Code of the Project submission for the DeepRL Udacity Course: Navigation.
The simulation contains a single agent that navigates a large environment. At each time step, it has four actions at its disposal:
0
- walk forward1
- walk backward2
- turn left3
- turn right
The state space has 37
dimensions and contains the agent's velocity, along with ray-based perception of objects around agent's forward direction. A reward of +1
is provided for collecting a yellow banana, and a reward of -1
is provided for collecting a blue banana.
The task is episodic, and in order to solve the environment, your agent must get an average score of +13 over 100 consecutive episodes.
-
Download the environment from one of the links below. You need only select the environment that matches your operating system:
- Linux: click here
- Mac OSX: click here
- Windows (32-bit): click here
- Windows (64-bit): click here
(For Windows users) Check out this link if you need help with determining if your computer is running a 32-bit version or 64-bit version of the Windows operating system.
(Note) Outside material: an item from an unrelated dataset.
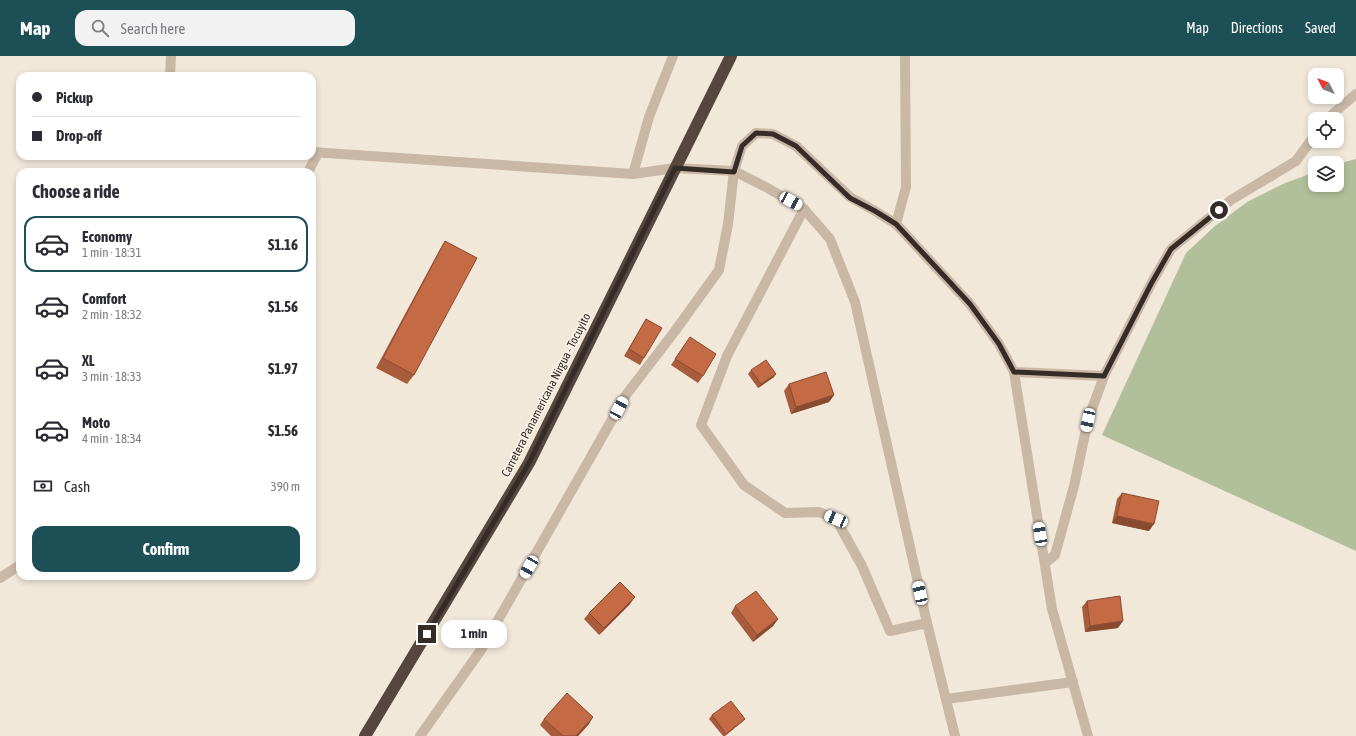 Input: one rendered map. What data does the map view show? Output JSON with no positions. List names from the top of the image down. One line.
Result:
{"streets":{"highway":["Carretera Panamericana Nirgua - Tocuyito"]},"north":"top left","page":{"header":"Map","search":"Search here","nav":["Map","Directions","Saved"],"banner":["Pickup","Drop-off"],"heading":"Choose a ride","list":[{"name":"Economy","note":"1 min · 18:31","value":"$1.16"},{"name":"Comfort","note":"2 min · 18:32","value":"$1.56"},{"name":"XL","note":"3 min · 18:33","value":"$1.97"},{"name":"Moto","note":"4 min · 18:34","value":"$1.56"}],"pay":["Cash","390 m"],"buttons":"Confirm","bubble":"1 min"}} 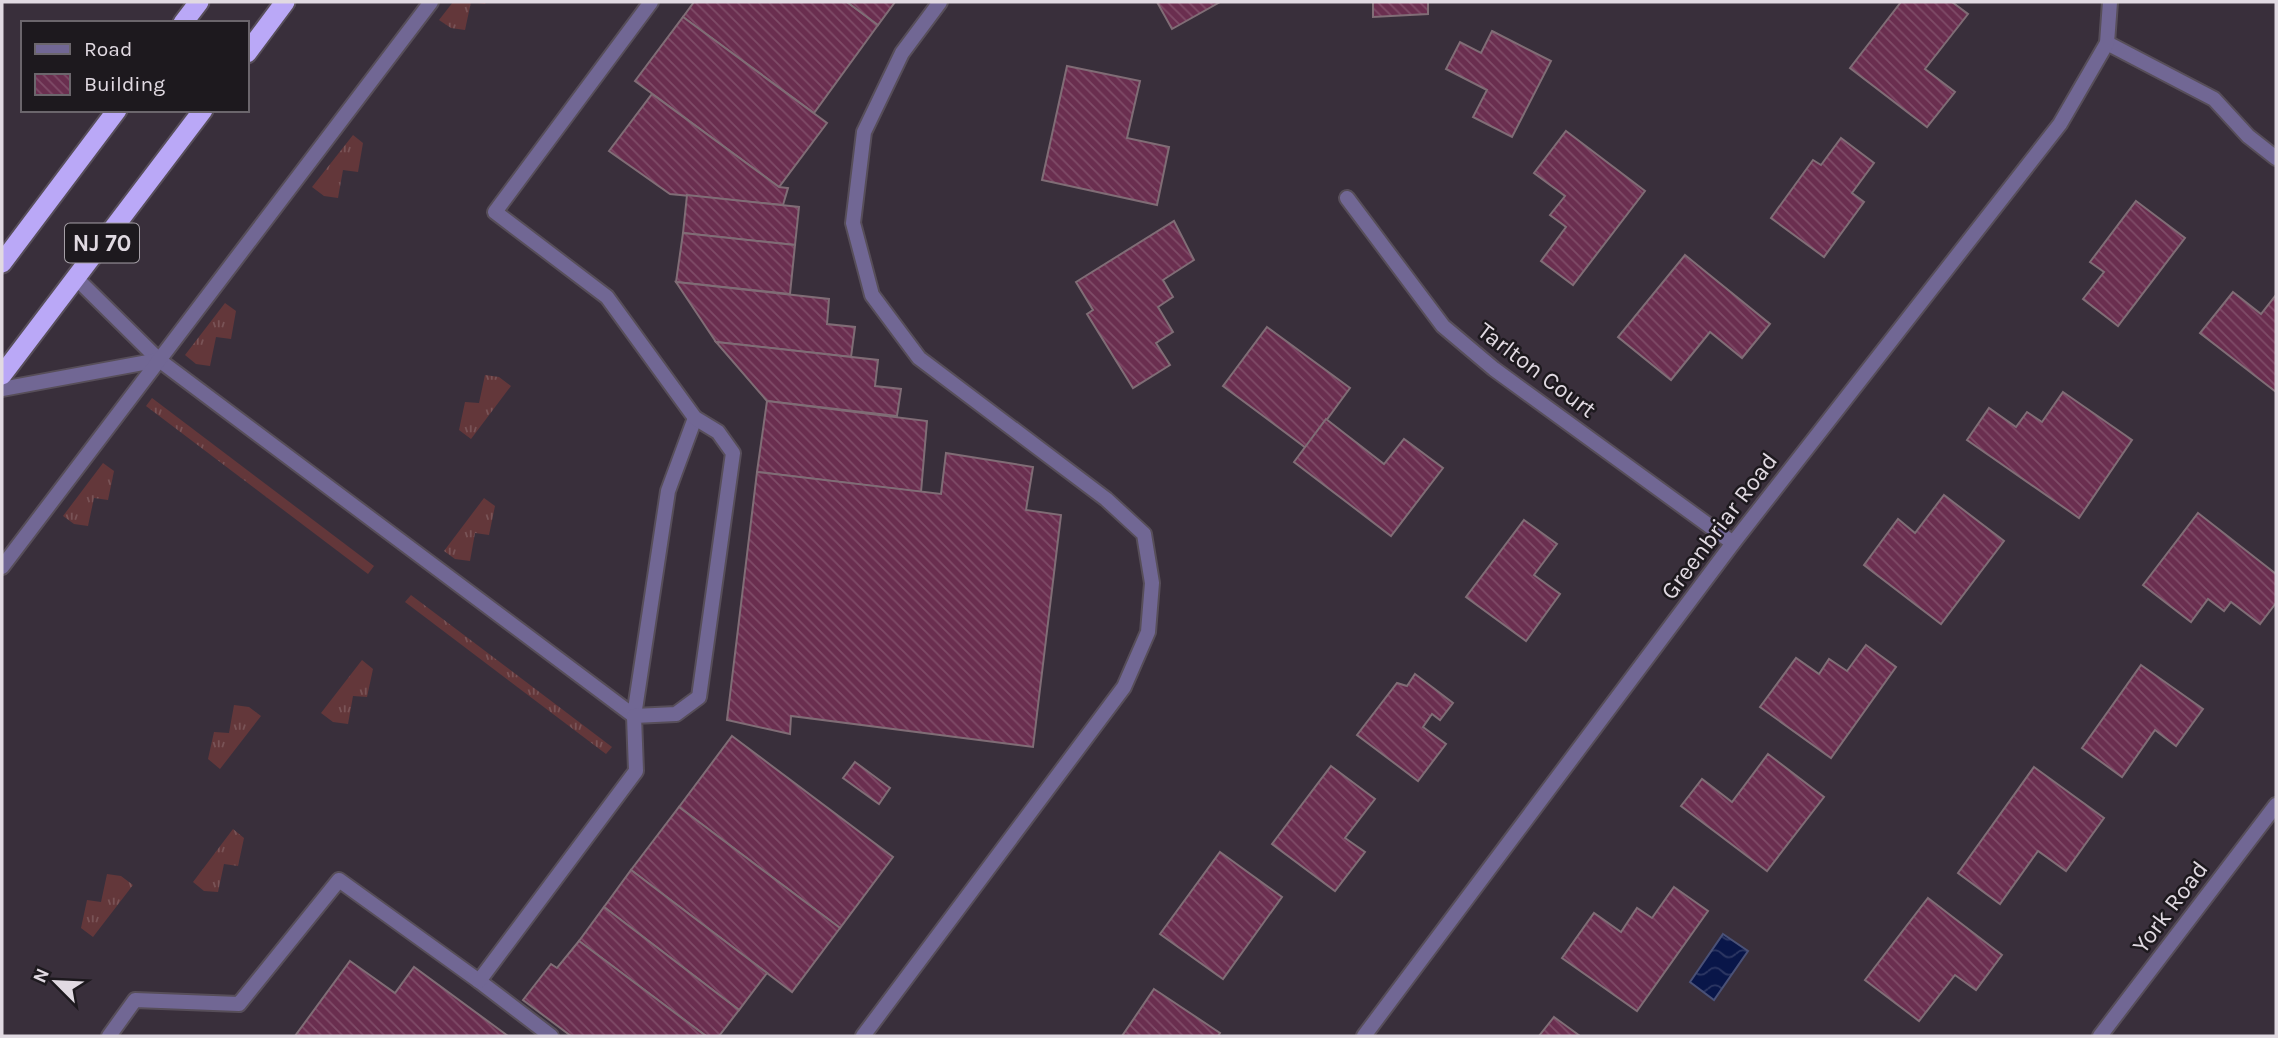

(For AWS) If you'd like to train the agent on AWS (and have not enabled a virtual screen), then please use this link to obtain the environment.
-
Place the file in the DRLND GitHub repository, in the
unity/
folder, and unzip (or decompress) the file. -
Install the relevant dependencies on your workspace. Please refer to (this link) for detailed instructions.
Alternatively, you may want to install the following packages using
pip install
:tensorflow==1.7.1 Pillow>=4.2.1 matplotlib numpy>=1.11.0 jupyter pytest>=3.2.2 docopt pyyaml protobuf==3.5.2 grpcio==1.11.0 torch==0.4.0 pandas scipy ipykernel
NB: The code on this repo has been tested for MacOS only. In other operative systems the name of the compiled environment may be differrent and therefore train_dqn.py
and run_dqn.py
may require to edit the extension of the unity executable app.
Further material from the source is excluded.